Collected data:
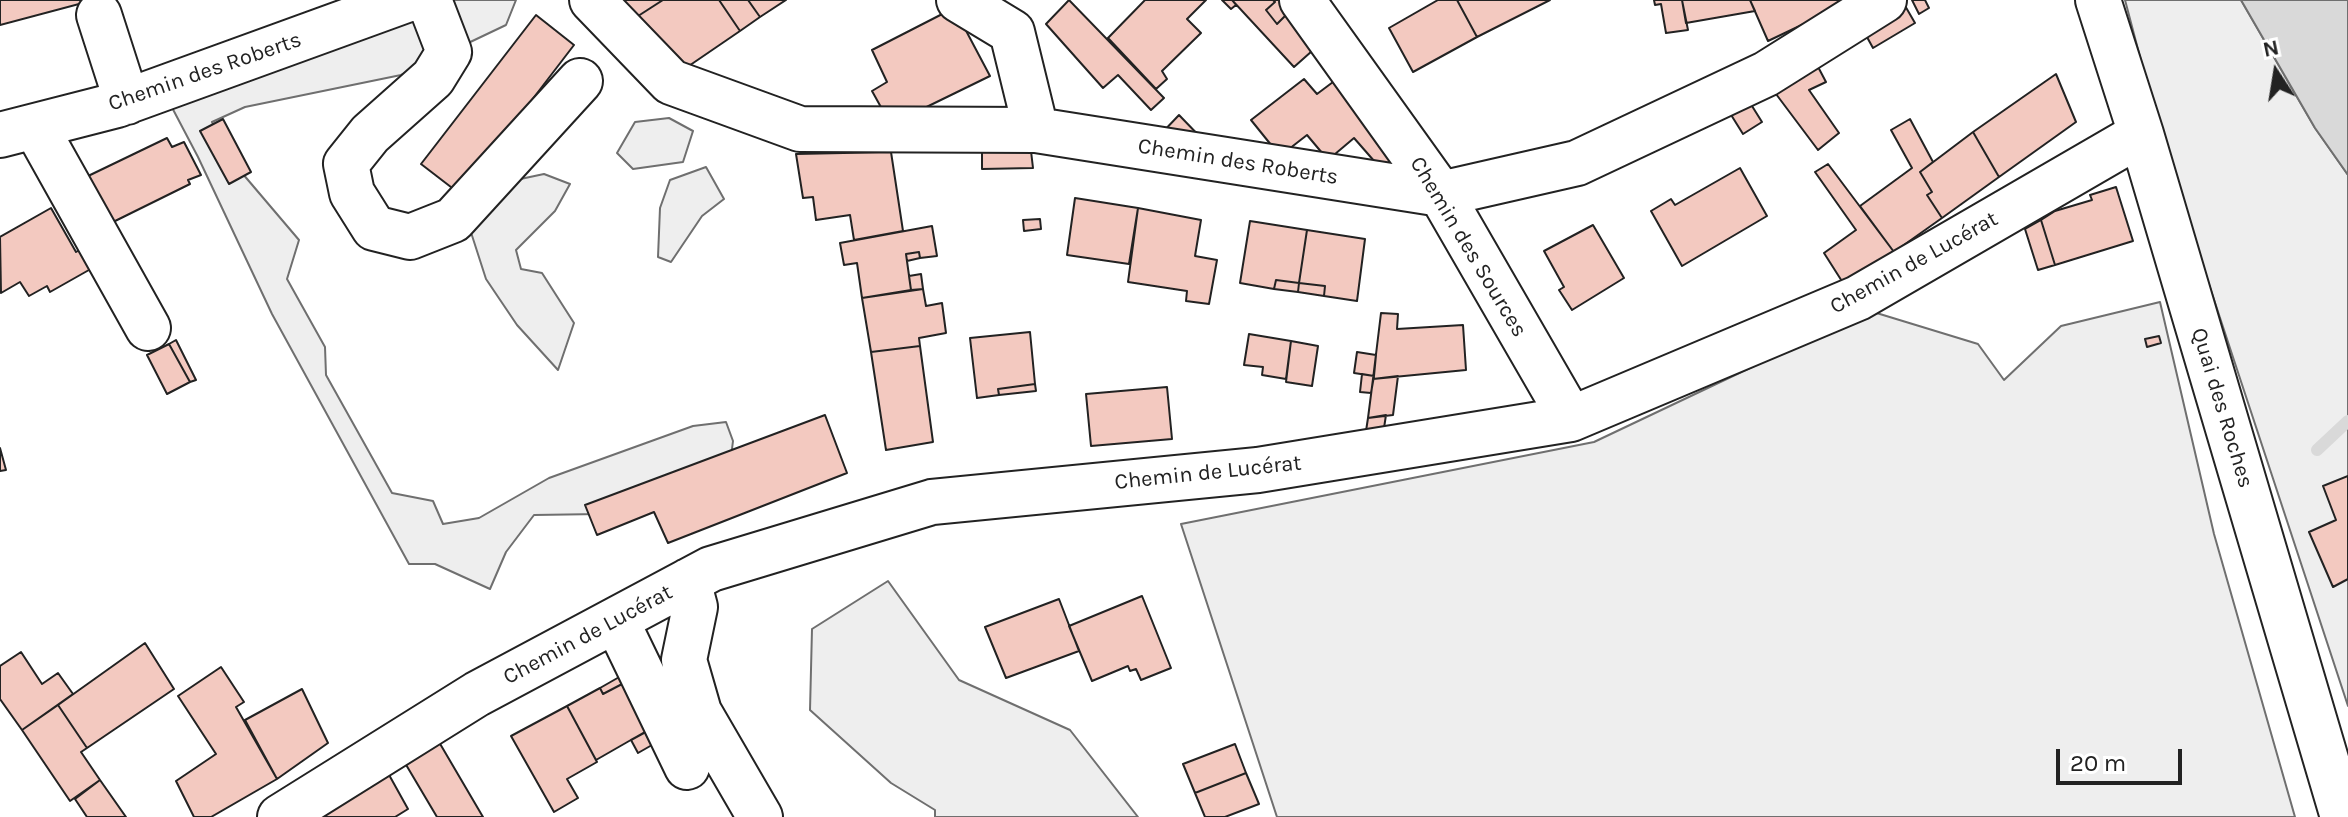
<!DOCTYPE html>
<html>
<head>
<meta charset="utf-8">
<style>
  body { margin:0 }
  #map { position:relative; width:2348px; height:817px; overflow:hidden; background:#fff; font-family:Karla,sans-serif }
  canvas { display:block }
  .north { position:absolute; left:2236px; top:32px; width:80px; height:80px; -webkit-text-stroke:6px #fff; paint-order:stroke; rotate:348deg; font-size:22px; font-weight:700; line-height:32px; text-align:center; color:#222 }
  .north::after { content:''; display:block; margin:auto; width:28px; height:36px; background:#222; clip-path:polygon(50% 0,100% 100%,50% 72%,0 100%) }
  .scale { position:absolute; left:2056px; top:749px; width:126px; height:36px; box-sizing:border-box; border:4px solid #222; border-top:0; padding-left:10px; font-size:24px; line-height:28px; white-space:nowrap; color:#222; -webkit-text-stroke:6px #fff; paint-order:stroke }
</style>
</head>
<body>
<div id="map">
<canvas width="2348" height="817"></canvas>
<div class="north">N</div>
<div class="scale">20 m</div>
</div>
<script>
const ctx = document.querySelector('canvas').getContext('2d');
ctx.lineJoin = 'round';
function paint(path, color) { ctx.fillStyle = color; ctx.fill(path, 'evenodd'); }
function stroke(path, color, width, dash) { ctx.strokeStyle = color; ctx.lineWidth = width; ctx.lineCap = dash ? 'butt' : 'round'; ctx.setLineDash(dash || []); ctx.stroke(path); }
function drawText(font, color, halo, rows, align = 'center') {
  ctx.font = font + ' Karla,sans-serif'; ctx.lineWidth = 6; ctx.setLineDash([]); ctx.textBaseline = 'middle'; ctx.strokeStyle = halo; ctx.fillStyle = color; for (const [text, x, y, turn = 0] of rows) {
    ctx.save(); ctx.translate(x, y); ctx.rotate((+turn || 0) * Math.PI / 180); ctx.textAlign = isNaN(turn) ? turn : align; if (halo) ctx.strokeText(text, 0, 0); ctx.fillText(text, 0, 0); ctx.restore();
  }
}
const green = new Path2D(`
  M447,0H516L506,25L401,75L245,107L212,122L231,160L299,240L287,279L325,347L326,375L392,493L433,501L443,524L479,518L549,478L693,426L726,422L733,441L729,473L600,514L534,515L506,552L490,589L435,564H409L272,314L198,157L167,98Z
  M2125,0H2241L2315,128L2348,175V706L2164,148Z
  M669,118L693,131L683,162L633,169L617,153L635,122Z
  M706,167L724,199L702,216L671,262L658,257L660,208L670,180Z
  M544,174L570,184L555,211L516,250L521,269L542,273L574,323L558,370L517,325L486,279L467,220L511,181Z
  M2160,302L2214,534L2295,817H1277L1181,524L1594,442L1870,311L1978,344L2004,380L2061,326Z
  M888,581L959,680L1070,730L1138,817H935V810L891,783L810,710L812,629Z`);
const water = new Path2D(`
  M2241,0H2348V175L2315,128Z`);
const stream = new Path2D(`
  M2317,450L2348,421`);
const building = new Path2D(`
  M0,0H94L0,25Z
  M622,0H663L635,18Z
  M663,0H719L740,31L680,72L635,18Z
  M719,0H748L760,17L740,31Z
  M748,0H786L760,17Z
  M1069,0L1164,98L1151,110L1118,75L1103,88L1046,24Z
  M1145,0H1206L1187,19L1201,33L1162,71L1167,79L1156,89L1108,38Z
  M1222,0H1232L1236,5L1231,9Z
  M1232,0H1273L1275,2L1266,10L1277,24L1293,8L1321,43L1294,67Z
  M1273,0H1287L1293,8L1277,24L1266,10L1275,2Z
  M1438,0H1457L1477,37L1413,72L1389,28Z
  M1457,0H1550L1477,37Z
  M1654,0H1682L1688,30L1666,33L1661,4L1655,5Z
  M1682,0H1750L1755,11L1686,23Z
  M1750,0H1854L1768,41Z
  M1912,0H1925L1929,8L1919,14Z
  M1904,4L1915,23L1873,48L1862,28Z
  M954,8L990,76L906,117L882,109L872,91L887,82L872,50Z
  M536,15L574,45L460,194L421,164Z
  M1816,63L1826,82L1809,90L1839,133L1818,150L1770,86Z
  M1345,73L1412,158L1382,170L1354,138L1328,160L1307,135L1280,156L1251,120L1304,79L1317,94Z
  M2056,74L2076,122L1999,177L1973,132Z
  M1747,98L1762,122L1743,134L1728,110Z
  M1179,115L1207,144L1159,136Z
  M223,119L251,172L229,184L200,131Z
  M1910,119L1933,162L1920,172L1932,192L1927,195L1942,218L1894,252L1860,206L1912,168L1891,130Z
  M1973,132L1999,177L1942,218L1927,195L1932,192L1920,172Z
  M167,138L172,147L184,142L201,175L188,180L190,184L109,224L86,177Z
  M1031,151L1033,168L982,169V152Z
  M891,152L903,231L854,240L850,215L816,220L813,197L803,198L796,154Z
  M1828,164L1894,252L1845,286L1824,253L1856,230L1815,172Z
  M1740,168L1767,216L1682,266L1651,211L1671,199L1675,205Z
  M2116,187L2133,241L2055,265L2041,220L2055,211L2092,200L2090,195Z
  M1075,198L1138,208L1129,264L1067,255Z
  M51,208L76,252L85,247L96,266L50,292L47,286L29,296L20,282L1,293L0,237Z
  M1138,208L1201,220L1195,256L1217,260L1209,304L1186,301L1187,291L1128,282Z
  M1040,219L1041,229L1024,231L1023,220Z
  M2041,220L2055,265L2038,270L2025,229Z
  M1250,221L1307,230L1299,283L1276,280L1274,289L1240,283Z
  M1593,225L1624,278L1572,310L1559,290L1564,287L1544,251Z
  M932,226L937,256L920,258L919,252L906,254L911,290L862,298L857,263L844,265L840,243Z
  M1307,230L1365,239L1357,301L1324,296L1325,286L1299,283Z
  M919,252L920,258L907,261L906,254Z
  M921,274L923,289L911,290L909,276Z
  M1276,280L1299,283L1298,292L1274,289Z
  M1299,283L1325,286L1324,296L1298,292Z
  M923,289L926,306L942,303L946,333L919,338L920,346L871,352L862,298Z
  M1381,313L1398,314L1397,329L1463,325L1466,370L1373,379Z
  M1030,332L1035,384L998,389L999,395L977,398L970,338Z
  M1249,334L1291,341L1286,379L1262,375L1263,367L1244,365Z
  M2159,336L2161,343L2147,347L2145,339Z
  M176,340L196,380L190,382L169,344Z
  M1291,341L1318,346L1312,386L1286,382Z
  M169,344L190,382L167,394L147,355Z
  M920,346L933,442L886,450L871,352Z
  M1357,352L1376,355L1374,376L1354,373Z
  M1362,374L1374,376L1371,393L1360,392Z
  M1398,376L1393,415L1368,418L1373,379Z
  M1035,384L1036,391L999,395L998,389Z
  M1167,387L1172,439L1091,446L1086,394Z
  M825,415L847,473L668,543L654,512L597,535L585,505Z
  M1386,415L1384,428L1366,431L1368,418Z
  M0,448L6,470L0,471Z
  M2348,476V579L2333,587L2309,532L2336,520L2323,486Z
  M1142,596L1171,668L1141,680L1136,669L1130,671L1128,666L1092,681L1069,626Z
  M1059,599L1079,651L1006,678L985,627Z
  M145,643L174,689L87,748L58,705Z
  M21,652L42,684L58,673L73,694L22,730L0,699V666Z
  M221,667L244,702L236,707L277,779L211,817H194L176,781L216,754L178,696Z
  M628,672L624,683L603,694L600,688Z
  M624,683L657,725L596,760L567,706L600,688L603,694Z
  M302,689L328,743L277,779L245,720Z
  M58,705L87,748L81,752L100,780L70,801L22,730Z
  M567,706L597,762L567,779L578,798L554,812L511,736Z
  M653,728L659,741L638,753L631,740Z
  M439,742L483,817H437L405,763Z
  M1235,744L1246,773L1195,793L1183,764Z
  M388,773L408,809L395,817H318Z
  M1246,773L1259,804L1225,817H1205L1195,793Z
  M100,780L126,817H87L75,799Z`);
const minor = new Path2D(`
  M429,0L449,52L433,78L370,134L346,164L352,193L374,228L410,237L453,220L580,81
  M592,0L671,82L800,129L1036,130L1441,194L1577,163L1766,74L1884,0
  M959,0L1012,32L1036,130
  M1302,0L1441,194L1571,419
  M2098,0L2141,134L2343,817
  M99,15L127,102
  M35,126L148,328
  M0,135L117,105L406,0
  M688,581L695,607L684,660L699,712L760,817
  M616,620L687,767
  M280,817L477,694L711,569L932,502L1258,470L1571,419L1858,298L2141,134`);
const streetNames = [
  ["Chemin des Roberts",205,72,-19],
  ["Chemin des Roberts",1238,162,9],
  ["Chemin des Sources",1468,247,59],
  ["Chemin de Lucérat",1914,263,-29],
  ["Quai des Roches",2222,408,73],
  ["Chemin de Lucérat",1208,473,-6],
  ["Chemin de Lucérat",588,635,-28]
];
paint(green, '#eee');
stroke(green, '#6f6f6f', 2);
paint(water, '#d9d9d9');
stroke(water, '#6f6f6f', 2);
stroke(stream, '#d9d9d9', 12);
paint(building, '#f3c9c0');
stroke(building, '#222', 2);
stroke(minor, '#222', 48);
stroke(minor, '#fff', 44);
drawText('22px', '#222', '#fff', streetNames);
</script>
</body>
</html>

» **Problem**
Set the lines above down again, word for word, from the first through the one containing "position:absolute; left:2236px; top:32px;"; pictures excluded.

» **Task output**
<!DOCTYPE html>
<html>
<head>
<meta charset="utf-8">
<style>
  body { margin:0 }
  #map { position:relative; width:2348px; height:817px; overflow:hidden; background:#fff; font-family:Karla,sans-serif }
  canvas { display:block }
  .north { position:absolute; left:2236px; top:32px; width:80px; height:80px; -webkit-text-stroke:6px #fff; paint-order:stroke; rotate:348deg; font-size:22px; font-weight:700; line-height:32px; text-align:center; color:#222 }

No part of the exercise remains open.